May 2016
Dear Mr Kroenke,
Thank you for the email inviting me to renew my season ticket for next season for the sum of £1400. I write to inform you that I will be declining your generous offer and I would like to give you a few reasons. Please bear with me as my association with Arsenal FC goes back a little further than yours and I may appear emotional at times.
I was born in Finsbury Park (quite close to the Arsenal Stadium at Highbury) in 1954 and my dad, who came from Sligo in Ireland, first took me to the ground in about 1958. In those days 20,000 people would turn up for a reserve game against Spurs and I would get lost on the terraces.
I never got to see the double matches in 1971. I walked to White Hart Lane for the final league match and couldn’t get in and I didn’t have a ticket for the final against Liverpool. I’m not going into it too deeply as I’m sure you are aware of all the historical details and emotional impact 1971 has.
I was at Wembley in 1972, 78, 79 and 80. I went to the Heysel in 1980 and got into big trouble at work because of the extra time and penalties and getting back a day late. But you know all about that obviously.
I supported through the wilderness years until George Graham taught the team how to win again. We were functional but we won. “One-nil to the Arsenal”. I was even in the Parc des Princes in Paris when our fans inaugurated that song in the Cup-Winners’ Cup semi-final after Wrighty scored. Remember that?
Then in a flash Stroller was gone and this professorial French guy comes in and we’ve signed Bergkamp and Vieira and Diawara. Okay you can’t get everything perfect. And all of a sudden we’re no longer boring boring Arsenal but everyone’s second favourite team and young kids who live near Chelsea and West Ham and Shanghai start supporting us.
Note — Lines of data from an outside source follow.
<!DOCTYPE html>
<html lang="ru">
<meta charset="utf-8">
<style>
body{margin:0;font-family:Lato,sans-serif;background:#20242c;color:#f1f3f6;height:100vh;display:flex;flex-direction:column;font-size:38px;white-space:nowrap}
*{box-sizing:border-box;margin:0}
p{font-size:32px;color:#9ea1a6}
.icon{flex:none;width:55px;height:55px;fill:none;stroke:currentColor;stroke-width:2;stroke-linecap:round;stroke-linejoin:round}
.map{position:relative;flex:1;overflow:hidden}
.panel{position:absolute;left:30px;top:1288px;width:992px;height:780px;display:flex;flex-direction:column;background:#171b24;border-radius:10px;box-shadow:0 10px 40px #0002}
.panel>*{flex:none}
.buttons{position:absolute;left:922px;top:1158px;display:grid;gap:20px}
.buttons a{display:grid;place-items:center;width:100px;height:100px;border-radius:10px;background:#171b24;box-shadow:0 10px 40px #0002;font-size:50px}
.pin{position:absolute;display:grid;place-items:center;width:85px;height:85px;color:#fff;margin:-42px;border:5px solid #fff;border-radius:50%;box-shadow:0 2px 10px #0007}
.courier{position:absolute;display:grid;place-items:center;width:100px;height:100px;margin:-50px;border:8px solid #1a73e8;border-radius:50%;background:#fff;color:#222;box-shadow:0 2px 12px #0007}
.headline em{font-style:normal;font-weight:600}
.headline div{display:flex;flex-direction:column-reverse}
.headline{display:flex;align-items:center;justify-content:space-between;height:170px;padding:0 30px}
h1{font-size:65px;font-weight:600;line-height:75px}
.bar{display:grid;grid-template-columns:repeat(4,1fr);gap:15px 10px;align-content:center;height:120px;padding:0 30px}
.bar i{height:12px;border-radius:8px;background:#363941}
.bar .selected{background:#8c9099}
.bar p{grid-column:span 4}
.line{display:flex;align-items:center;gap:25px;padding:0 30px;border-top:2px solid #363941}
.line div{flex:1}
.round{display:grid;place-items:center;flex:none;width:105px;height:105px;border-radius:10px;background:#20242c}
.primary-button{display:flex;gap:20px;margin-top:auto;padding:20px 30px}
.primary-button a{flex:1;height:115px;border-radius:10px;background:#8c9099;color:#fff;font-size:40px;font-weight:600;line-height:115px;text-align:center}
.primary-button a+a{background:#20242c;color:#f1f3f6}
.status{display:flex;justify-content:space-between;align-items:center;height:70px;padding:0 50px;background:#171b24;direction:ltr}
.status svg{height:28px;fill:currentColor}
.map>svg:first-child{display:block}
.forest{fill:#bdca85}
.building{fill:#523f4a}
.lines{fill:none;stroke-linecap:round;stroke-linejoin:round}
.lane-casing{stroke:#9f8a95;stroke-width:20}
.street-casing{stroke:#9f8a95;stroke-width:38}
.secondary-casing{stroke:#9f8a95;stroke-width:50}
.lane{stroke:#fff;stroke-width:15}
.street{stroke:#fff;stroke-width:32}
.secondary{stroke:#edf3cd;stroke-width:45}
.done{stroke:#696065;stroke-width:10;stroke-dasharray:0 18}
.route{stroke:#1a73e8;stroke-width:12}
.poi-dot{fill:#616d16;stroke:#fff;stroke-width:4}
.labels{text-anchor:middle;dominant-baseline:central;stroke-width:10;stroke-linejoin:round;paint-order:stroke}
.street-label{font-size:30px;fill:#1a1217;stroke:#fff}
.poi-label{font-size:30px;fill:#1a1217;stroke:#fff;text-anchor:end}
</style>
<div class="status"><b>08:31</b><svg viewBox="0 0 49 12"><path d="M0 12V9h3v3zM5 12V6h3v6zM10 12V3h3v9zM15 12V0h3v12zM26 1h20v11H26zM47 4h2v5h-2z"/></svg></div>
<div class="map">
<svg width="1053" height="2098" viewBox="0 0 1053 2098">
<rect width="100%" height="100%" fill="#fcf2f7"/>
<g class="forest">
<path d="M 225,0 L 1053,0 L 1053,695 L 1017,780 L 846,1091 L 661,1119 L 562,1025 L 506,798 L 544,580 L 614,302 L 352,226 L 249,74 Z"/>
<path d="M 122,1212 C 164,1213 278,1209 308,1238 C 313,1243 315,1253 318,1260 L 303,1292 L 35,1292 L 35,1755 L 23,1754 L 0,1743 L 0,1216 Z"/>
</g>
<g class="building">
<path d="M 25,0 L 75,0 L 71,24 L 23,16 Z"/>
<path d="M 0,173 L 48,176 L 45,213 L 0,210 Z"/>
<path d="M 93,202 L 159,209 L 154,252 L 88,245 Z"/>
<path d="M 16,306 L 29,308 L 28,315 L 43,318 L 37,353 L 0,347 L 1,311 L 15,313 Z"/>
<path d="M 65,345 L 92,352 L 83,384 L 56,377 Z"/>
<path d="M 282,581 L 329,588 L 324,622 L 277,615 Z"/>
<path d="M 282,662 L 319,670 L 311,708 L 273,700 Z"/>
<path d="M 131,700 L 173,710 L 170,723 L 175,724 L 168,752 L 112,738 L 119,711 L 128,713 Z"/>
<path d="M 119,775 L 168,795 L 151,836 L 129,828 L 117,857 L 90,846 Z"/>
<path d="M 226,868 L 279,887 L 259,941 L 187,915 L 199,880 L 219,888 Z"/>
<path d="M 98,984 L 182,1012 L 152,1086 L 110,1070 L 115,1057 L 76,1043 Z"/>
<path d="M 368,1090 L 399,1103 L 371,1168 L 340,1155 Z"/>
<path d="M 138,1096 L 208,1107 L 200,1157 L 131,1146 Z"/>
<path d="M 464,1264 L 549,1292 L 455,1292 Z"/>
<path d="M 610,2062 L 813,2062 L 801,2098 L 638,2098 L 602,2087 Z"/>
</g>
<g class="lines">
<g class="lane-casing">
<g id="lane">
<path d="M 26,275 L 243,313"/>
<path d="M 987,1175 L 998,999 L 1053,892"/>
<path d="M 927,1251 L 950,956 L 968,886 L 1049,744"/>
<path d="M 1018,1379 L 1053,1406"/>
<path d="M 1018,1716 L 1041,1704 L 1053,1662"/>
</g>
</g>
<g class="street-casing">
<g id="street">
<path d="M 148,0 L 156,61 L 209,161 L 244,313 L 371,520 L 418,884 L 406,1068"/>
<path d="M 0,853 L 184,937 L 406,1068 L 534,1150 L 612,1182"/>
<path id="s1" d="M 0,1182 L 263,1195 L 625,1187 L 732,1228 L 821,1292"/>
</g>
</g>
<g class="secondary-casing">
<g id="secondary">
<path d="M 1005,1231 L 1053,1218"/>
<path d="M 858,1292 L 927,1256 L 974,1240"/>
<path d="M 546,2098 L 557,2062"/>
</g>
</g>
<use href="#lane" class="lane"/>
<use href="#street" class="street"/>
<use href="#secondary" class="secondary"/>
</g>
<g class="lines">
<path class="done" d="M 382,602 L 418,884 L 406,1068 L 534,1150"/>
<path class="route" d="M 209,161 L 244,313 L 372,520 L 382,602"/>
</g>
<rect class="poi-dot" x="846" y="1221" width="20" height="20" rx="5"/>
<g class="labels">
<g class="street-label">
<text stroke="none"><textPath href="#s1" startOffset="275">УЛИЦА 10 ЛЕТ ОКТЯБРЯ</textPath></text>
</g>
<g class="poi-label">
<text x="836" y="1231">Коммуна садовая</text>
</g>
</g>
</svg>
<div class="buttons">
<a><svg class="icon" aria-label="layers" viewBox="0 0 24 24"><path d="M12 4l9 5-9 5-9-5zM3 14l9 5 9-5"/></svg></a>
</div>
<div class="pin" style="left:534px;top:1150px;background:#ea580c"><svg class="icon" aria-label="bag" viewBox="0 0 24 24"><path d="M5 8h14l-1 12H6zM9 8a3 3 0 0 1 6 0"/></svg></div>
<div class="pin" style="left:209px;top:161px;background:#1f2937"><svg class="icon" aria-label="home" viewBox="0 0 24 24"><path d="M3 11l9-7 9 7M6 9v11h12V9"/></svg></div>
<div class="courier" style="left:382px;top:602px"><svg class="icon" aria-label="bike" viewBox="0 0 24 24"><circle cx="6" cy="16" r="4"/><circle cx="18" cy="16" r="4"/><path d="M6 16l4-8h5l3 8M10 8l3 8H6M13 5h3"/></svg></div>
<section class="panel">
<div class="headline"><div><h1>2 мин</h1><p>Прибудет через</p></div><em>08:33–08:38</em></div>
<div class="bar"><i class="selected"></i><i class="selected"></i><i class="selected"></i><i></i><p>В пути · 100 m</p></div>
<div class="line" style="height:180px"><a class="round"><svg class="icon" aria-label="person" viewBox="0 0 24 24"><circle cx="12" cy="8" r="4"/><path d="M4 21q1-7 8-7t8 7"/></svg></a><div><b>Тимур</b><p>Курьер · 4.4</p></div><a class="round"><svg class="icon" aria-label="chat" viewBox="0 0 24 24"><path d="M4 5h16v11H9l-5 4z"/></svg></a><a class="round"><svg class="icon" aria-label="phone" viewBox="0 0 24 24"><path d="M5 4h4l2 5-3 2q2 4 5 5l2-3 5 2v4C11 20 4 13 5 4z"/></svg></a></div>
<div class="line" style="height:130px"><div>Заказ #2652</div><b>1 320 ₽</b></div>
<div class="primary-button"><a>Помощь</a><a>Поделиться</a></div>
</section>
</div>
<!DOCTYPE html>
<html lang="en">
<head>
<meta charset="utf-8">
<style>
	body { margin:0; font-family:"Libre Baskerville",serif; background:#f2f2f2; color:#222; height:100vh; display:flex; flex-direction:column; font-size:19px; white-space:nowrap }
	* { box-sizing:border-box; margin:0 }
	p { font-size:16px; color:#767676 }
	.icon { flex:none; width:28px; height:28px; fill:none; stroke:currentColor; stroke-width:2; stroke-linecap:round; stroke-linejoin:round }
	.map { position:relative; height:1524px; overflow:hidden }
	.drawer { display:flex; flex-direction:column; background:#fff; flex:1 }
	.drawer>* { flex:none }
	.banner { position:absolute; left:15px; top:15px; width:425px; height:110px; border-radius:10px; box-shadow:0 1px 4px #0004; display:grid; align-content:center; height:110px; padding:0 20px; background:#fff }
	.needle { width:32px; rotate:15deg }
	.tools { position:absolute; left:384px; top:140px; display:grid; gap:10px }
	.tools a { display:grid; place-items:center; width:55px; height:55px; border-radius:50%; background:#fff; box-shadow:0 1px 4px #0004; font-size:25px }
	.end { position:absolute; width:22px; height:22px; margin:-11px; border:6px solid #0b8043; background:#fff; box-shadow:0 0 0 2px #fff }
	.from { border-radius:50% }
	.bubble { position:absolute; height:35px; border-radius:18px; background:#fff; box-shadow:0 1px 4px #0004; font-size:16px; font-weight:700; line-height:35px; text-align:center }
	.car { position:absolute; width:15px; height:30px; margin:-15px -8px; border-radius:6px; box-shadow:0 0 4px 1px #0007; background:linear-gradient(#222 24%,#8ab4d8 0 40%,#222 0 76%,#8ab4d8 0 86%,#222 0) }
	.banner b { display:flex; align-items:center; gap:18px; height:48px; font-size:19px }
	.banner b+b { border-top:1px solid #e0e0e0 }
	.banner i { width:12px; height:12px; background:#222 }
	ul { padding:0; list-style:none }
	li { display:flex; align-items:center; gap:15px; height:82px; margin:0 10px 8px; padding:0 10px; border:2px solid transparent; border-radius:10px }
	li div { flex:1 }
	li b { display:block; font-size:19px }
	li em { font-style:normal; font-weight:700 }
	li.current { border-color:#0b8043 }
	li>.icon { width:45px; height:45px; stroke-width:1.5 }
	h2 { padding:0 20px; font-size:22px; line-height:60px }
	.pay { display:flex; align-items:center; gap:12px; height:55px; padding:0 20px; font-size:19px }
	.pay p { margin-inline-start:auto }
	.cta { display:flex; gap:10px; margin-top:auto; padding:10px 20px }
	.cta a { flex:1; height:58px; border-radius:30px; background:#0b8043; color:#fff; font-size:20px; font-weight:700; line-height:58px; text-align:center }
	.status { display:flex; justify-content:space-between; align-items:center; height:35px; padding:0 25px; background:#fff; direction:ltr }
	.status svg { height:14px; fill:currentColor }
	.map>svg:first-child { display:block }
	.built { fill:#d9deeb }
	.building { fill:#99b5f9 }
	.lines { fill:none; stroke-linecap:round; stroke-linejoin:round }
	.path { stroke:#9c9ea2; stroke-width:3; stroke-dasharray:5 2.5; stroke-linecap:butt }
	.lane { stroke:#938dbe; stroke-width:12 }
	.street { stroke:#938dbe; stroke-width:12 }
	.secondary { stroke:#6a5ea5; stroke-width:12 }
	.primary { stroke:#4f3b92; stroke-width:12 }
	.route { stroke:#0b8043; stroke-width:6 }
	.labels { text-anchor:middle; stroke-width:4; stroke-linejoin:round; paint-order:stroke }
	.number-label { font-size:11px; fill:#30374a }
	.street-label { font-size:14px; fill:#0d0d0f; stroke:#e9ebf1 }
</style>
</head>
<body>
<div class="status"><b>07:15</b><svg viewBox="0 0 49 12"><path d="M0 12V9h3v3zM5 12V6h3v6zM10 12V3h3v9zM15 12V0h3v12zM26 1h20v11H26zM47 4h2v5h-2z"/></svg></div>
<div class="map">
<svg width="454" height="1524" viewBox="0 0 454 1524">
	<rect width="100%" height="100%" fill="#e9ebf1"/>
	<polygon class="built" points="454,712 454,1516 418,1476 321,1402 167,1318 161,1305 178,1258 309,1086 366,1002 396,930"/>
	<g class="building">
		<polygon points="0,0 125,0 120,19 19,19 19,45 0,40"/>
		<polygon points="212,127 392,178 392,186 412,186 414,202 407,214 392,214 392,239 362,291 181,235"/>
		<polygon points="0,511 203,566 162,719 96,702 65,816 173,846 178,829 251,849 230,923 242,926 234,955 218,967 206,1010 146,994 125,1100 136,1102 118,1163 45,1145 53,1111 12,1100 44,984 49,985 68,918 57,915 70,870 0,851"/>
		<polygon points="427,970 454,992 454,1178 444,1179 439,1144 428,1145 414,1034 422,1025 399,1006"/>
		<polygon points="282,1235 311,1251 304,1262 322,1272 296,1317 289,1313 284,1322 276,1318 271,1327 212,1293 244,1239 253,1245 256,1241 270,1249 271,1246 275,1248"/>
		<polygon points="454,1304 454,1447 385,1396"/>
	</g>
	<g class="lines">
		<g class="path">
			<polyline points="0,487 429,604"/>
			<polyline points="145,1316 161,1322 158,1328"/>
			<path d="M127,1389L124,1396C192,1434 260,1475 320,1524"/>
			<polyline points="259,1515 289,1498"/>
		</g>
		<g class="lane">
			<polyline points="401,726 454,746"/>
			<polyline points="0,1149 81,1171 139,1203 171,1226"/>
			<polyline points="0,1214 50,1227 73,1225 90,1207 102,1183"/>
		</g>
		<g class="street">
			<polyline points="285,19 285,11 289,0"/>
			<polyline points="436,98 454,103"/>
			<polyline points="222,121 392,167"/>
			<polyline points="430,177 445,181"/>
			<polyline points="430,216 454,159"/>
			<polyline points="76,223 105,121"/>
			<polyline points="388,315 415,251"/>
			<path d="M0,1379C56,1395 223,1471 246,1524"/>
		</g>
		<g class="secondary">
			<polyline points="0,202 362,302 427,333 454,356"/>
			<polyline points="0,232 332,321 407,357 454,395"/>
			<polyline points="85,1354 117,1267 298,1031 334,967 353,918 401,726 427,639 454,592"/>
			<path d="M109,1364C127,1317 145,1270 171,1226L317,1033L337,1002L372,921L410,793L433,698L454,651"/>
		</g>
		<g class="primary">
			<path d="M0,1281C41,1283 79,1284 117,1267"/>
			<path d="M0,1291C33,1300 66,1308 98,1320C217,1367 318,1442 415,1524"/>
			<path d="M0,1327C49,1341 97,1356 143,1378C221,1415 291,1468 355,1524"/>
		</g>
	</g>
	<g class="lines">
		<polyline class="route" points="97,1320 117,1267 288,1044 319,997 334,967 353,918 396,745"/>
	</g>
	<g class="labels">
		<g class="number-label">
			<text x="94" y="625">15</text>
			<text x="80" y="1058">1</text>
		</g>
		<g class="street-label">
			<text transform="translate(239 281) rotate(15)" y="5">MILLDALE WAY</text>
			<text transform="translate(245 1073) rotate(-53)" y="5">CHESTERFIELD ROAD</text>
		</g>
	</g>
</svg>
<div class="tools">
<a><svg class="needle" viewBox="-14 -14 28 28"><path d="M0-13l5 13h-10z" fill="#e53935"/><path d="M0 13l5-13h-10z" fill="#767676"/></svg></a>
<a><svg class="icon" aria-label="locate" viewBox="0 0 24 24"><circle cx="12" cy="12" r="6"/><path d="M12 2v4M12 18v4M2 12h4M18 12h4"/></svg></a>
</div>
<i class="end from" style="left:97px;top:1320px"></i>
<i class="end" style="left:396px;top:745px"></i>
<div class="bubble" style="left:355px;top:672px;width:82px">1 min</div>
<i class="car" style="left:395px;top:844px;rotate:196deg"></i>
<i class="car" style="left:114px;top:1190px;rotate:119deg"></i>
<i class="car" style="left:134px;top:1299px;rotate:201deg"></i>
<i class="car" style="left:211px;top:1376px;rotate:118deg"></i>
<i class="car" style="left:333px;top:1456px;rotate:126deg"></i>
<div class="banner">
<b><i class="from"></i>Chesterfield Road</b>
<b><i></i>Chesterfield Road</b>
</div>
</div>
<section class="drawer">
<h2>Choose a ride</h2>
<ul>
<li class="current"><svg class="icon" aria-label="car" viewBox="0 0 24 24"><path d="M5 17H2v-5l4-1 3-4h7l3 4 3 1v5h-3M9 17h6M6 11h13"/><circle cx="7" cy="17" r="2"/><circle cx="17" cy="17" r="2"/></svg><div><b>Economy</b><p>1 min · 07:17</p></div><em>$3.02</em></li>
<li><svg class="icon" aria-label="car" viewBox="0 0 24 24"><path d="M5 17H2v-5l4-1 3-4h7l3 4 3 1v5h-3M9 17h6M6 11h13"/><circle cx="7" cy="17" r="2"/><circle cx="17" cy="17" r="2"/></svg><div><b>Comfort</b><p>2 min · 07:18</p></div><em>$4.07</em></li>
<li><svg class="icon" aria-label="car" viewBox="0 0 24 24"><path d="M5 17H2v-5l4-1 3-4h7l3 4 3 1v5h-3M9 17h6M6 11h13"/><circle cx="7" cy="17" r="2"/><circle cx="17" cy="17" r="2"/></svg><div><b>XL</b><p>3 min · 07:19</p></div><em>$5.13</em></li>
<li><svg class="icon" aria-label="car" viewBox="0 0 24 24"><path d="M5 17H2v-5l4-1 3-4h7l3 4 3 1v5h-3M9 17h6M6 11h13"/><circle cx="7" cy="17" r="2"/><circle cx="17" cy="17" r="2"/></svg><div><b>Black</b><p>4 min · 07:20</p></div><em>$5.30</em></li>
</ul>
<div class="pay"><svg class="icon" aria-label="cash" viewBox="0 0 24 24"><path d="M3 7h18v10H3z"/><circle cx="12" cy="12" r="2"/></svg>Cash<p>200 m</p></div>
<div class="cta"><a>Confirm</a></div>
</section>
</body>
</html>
I was never a particular fan of David Dein but when he was kicked out things seemed to get nasty. Arsene managed the finances incredibly well. We moved from Highbury to the new stadium. I shed tears listening to Roger Daltrey singing “Highbury Highs” against Wigan. You know, Mr Kroenke, the guy from The Who who sings stuff on CSI.
And I was prepared to dig deep to fund the move. We had to compete with ManU and Real and Bayern and those new stadia don’t come cheap as you well know. So I bought into the idea that we, the fans, were doing our bit to push our beloved club towards solvency and beyond. We even accepted the idea we couldn’t compete for the signing of certain players because they were pricing themselves out of our realistic range.
All this time we were paying more than any other fans in the world and you, Mr Kroenke, were sitting pretty and laughing at us. I have never been anti-Wenger. I was one of those who chanted his name recently to quell the protesters. But I’m too old for this lark now and, frankly, I can’t afford live football, Sky and BT. The obscene amount of money flooding into Premier League clubs now warrants a drastic reduction in prices. We can never go back to squalid, cramped standing areas. We can never go back to the days when my dad searched frantically for me in a dense crowd.
But we can say “Enough is enough”, and stop letting people like you take the mickey out of true supporters. I’ll continue to scream at the TV and attend odd games when tickets become available, unless the Thought Police see me coming and bar my entry. I’m off. I’ve had enough. But I do have a long, long memory,
Yours
Kevin Carty. Life-long Arsenal fan and author of “The Moray”, a book about growing up in Finsbury Park, going to a great local pub and supporting Arsenal.